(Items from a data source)
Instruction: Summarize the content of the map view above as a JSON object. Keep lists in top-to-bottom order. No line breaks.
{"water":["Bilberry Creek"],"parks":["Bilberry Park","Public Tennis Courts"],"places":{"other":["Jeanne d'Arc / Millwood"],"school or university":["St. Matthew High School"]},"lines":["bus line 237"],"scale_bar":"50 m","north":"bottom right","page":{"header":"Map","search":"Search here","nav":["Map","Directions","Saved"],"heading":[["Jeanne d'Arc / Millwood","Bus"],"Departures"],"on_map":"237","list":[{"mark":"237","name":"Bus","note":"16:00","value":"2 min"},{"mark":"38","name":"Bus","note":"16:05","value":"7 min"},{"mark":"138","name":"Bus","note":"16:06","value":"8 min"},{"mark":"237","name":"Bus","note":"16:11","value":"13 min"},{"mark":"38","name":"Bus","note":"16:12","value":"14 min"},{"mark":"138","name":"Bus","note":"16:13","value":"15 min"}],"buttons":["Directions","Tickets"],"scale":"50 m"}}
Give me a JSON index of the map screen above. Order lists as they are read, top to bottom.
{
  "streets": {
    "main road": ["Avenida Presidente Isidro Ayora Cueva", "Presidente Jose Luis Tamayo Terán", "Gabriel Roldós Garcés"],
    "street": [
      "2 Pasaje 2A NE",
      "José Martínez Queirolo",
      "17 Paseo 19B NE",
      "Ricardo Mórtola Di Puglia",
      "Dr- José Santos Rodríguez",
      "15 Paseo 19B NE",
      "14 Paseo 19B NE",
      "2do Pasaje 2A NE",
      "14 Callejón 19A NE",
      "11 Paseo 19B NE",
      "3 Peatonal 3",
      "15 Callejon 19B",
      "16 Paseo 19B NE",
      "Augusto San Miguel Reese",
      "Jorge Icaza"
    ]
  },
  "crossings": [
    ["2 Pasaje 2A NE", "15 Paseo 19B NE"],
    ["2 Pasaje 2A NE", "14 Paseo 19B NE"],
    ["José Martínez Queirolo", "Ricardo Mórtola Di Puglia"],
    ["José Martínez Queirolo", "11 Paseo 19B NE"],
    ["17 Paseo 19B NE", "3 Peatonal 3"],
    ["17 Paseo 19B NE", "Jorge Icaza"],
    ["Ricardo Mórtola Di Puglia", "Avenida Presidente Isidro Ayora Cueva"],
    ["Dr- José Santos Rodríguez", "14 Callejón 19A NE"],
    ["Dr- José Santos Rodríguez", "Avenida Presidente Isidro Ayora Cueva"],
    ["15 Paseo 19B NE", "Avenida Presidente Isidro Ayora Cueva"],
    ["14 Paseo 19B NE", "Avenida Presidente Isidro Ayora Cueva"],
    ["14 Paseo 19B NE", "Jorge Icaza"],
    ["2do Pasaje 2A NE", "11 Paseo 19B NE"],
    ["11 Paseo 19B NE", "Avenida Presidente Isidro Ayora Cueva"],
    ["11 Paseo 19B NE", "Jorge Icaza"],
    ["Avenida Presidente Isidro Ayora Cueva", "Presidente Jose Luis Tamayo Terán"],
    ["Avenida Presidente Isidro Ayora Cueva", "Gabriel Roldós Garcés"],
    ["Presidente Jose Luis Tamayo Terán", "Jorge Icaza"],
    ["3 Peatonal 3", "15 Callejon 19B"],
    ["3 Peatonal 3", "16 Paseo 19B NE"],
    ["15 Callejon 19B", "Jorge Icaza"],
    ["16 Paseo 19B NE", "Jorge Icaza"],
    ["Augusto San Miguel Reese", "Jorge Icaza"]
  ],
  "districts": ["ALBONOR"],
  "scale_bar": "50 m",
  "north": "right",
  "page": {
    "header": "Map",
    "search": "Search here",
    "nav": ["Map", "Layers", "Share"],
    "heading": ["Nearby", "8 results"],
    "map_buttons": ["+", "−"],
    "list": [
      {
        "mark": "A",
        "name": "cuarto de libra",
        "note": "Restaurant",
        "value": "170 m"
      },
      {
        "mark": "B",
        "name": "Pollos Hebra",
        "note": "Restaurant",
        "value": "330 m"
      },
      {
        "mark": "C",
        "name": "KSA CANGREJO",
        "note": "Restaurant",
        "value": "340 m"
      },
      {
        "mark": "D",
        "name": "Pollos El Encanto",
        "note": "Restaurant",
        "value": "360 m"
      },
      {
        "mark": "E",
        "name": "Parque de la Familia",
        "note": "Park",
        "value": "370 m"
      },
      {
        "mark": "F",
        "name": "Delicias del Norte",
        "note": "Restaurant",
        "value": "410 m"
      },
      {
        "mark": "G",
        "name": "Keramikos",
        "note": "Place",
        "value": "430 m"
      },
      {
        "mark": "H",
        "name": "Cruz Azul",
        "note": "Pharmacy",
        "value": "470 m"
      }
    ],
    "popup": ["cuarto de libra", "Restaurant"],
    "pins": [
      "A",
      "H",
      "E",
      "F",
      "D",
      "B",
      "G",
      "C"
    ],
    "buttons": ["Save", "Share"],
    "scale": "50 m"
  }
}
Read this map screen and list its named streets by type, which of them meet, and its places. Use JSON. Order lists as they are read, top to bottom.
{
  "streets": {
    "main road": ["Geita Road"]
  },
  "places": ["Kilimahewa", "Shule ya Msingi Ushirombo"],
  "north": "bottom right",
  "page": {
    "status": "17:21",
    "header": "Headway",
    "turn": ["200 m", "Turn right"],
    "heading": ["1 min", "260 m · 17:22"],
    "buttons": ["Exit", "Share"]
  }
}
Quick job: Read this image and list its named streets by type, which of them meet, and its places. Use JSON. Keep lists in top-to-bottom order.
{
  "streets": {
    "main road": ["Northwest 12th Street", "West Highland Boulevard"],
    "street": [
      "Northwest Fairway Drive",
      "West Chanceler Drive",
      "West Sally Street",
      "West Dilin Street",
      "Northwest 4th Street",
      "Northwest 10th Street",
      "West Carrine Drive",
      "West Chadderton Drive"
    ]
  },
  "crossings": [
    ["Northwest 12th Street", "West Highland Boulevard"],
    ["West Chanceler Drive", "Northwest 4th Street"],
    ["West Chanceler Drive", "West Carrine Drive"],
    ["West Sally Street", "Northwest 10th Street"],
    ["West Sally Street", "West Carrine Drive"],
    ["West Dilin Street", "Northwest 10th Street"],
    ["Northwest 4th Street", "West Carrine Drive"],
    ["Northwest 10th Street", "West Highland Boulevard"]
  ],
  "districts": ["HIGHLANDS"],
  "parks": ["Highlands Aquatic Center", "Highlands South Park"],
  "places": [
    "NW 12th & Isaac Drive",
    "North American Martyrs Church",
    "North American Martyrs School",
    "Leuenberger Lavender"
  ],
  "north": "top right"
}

*Your task:* What is needed is an exact copy of every entry above.

*Solution for this exercise:*
Instruction: Summarize the content of the map view above as a JSON object. Keep lists in top-to-bottom order. No line breaks.
{"water":["Bilberry Creek"],"parks":["Bilberry Park","Public Tennis Courts"],"places":{"other":["Jeanne d'Arc / Millwood"],"school or university":["St. Matthew High School"]},"lines":["bus line 237"],"scale_bar":"50 m","north":"bottom right","page":{"header":"Map","search":"Search here","nav":["Map","Directions","Saved"],"heading":[["Jeanne d'Arc / Millwood","Bus"],"Departures"],"on_map":"237","list":[{"mark":"237","name":"Bus","note":"16:00","value":"2 min"},{"mark":"38","name":"Bus","note":"16:05","value":"7 min"},{"mark":"138","name":"Bus","note":"16:06","value":"8 min"},{"mark":"237","name":"Bus","note":"16:11","value":"13 min"},{"mark":"38","name":"Bus","note":"16:12","value":"14 min"},{"mark":"138","name":"Bus","note":"16:13","value":"15 min"}],"buttons":["Directions","Tickets"],"scale":"50 m"}}
Give me a JSON index of the map screen above. Order lists as they are read, top to bottom.
{
  "streets": {
    "main road": ["Avenida Presidente Isidro Ayora Cueva", "Presidente Jose Luis Tamayo Terán", "Gabriel Roldós Garcés"],
    "street": [
      "2 Pasaje 2A NE",
      "José Martínez Queirolo",
      "17 Paseo 19B NE",
      "Ricardo Mórtola Di Puglia",
      "Dr- José Santos Rodríguez",
      "15 Paseo 19B NE",
      "14 Paseo 19B NE",
      "2do Pasaje 2A NE",
      "14 Callejón 19A NE",
      "11 Paseo 19B NE",
      "3 Peatonal 3",
      "15 Callejon 19B",
      "16 Paseo 19B NE",
      "Augusto San Miguel Reese",
      "Jorge Icaza"
    ]
  },
  "crossings": [
    ["2 Pasaje 2A NE", "15 Paseo 19B NE"],
    ["2 Pasaje 2A NE", "14 Paseo 19B NE"],
    ["José Martínez Queirolo", "Ricardo Mórtola Di Puglia"],
    ["José Martínez Queirolo", "11 Paseo 19B NE"],
    ["17 Paseo 19B NE", "3 Peatonal 3"],
    ["17 Paseo 19B NE", "Jorge Icaza"],
    ["Ricardo Mórtola Di Puglia", "Avenida Presidente Isidro Ayora Cueva"],
    ["Dr- José Santos Rodríguez", "14 Callejón 19A NE"],
    ["Dr- José Santos Rodríguez", "Avenida Presidente Isidro Ayora Cueva"],
    ["15 Paseo 19B NE", "Avenida Presidente Isidro Ayora Cueva"],
    ["14 Paseo 19B NE", "Avenida Presidente Isidro Ayora Cueva"],
    ["14 Paseo 19B NE", "Jorge Icaza"],
    ["2do Pasaje 2A NE", "11 Paseo 19B NE"],
    ["11 Paseo 19B NE", "Avenida Presidente Isidro Ayora Cueva"],
    ["11 Paseo 19B NE", "Jorge Icaza"],
    ["Avenida Presidente Isidro Ayora Cueva", "Presidente Jose Luis Tamayo Terán"],
    ["Avenida Presidente Isidro Ayora Cueva", "Gabriel Roldós Garcés"],
    ["Presidente Jose Luis Tamayo Terán", "Jorge Icaza"],
    ["3 Peatonal 3", "15 Callejon 19B"],
    ["3 Peatonal 3", "16 Paseo 19B NE"],
    ["15 Callejon 19B", "Jorge Icaza"],
    ["16 Paseo 19B NE", "Jorge Icaza"],
    ["Augusto San Miguel Reese", "Jorge Icaza"]
  ],
  "districts": ["ALBONOR"],
  "scale_bar": "50 m",
  "north": "right",
  "page": {
    "header": "Map",
    "search": "Search here",
    "nav": ["Map", "Layers", "Share"],
    "heading": ["Nearby", "8 results"],
    "map_buttons": ["+", "−"],
    "list": [
      {
        "mark": "A",
        "name": "cuarto de libra",
        "note": "Restaurant",
        "value": "170 m"
      },
      {
        "mark": "B",
        "name": "Pollos Hebra",
        "note": "Restaurant",
        "value": "330 m"
      },
      {
        "mark": "C",
        "name": "KSA CANGREJO",
        "note": "Restaurant",
        "value": "340 m"
      },
      {
        "mark": "D",
        "name": "Pollos El Encanto",
        "note": "Restaurant",
        "value": "360 m"
      },
      {
        "mark": "E",
        "name": "Parque de la Familia",
        "note": "Park",
        "value": "370 m"
      },
      {
        "mark": "F",
        "name": "Delicias del Norte",
        "note": "Restaurant",
        "value": "410 m"
      },
      {
        "mark": "G",
        "name": "Keramikos",
        "note": "Place",
        "value": "430 m"
      },
      {
        "mark": "H",
        "name": "Cruz Azul",
        "note": "Pharmacy",
        "value": "470 m"
      }
    ],
    "popup": ["cuarto de libra", "Restaurant"],
    "pins": [
      "A",
      "H",
      "E",
      "F",
      "D",
      "B",
      "G",
      "C"
    ],
    "buttons": ["Save", "Share"],
    "scale": "50 m"
  }
}
Read this map screen and list its named streets by type, which of them meet, and its places. Use JSON. Order lists as they are read, top to bottom.
{
  "streets": {
    "main road": ["Geita Road"]
  },
  "places": ["Kilimahewa", "Shule ya Msingi Ushirombo"],
  "north": "bottom right",
  "page": {
    "status": "17:21",
    "header": "Headway",
    "turn": ["200 m", "Turn right"],
    "heading": ["1 min", "260 m · 17:22"],
    "buttons": ["Exit", "Share"]
  }
}
Quick job: Read this image and list its named streets by type, which of them meet, and its places. Use JSON. Keep lists in top-to-bottom order.
{
  "streets": {
    "main road": ["Northwest 12th Street", "West Highland Boulevard"],
    "street": [
      "Northwest Fairway Drive",
      "West Chanceler Drive",
      "West Sally Street",
      "West Dilin Street",
      "Northwest 4th Street",
      "Northwest 10th Street",
      "West Carrine Drive",
      "West Chadderton Drive"
    ]
  },
  "crossings": [
    ["Northwest 12th Street", "West Highland Boulevard"],
    ["West Chanceler Drive", "Northwest 4th Street"],
    ["West Chanceler Drive", "West Carrine Drive"],
    ["West Sally Street", "Northwest 10th Street"],
    ["West Sally Street", "West Carrine Drive"],
    ["West Dilin Street", "Northwest 10th Street"],
    ["Northwest 4th Street", "West Carrine Drive"],
    ["Northwest 10th Street", "West Highland Boulevard"]
  ],
  "districts": ["HIGHLANDS"],
  "parks": ["Highlands Aquatic Center", "Highlands South Park"],
  "places": [
    "NW 12th & Isaac Drive",
    "North American Martyrs Church",
    "North American Martyrs School",
    "Leuenberger Lavender"
  ],
  "north": "top right"
}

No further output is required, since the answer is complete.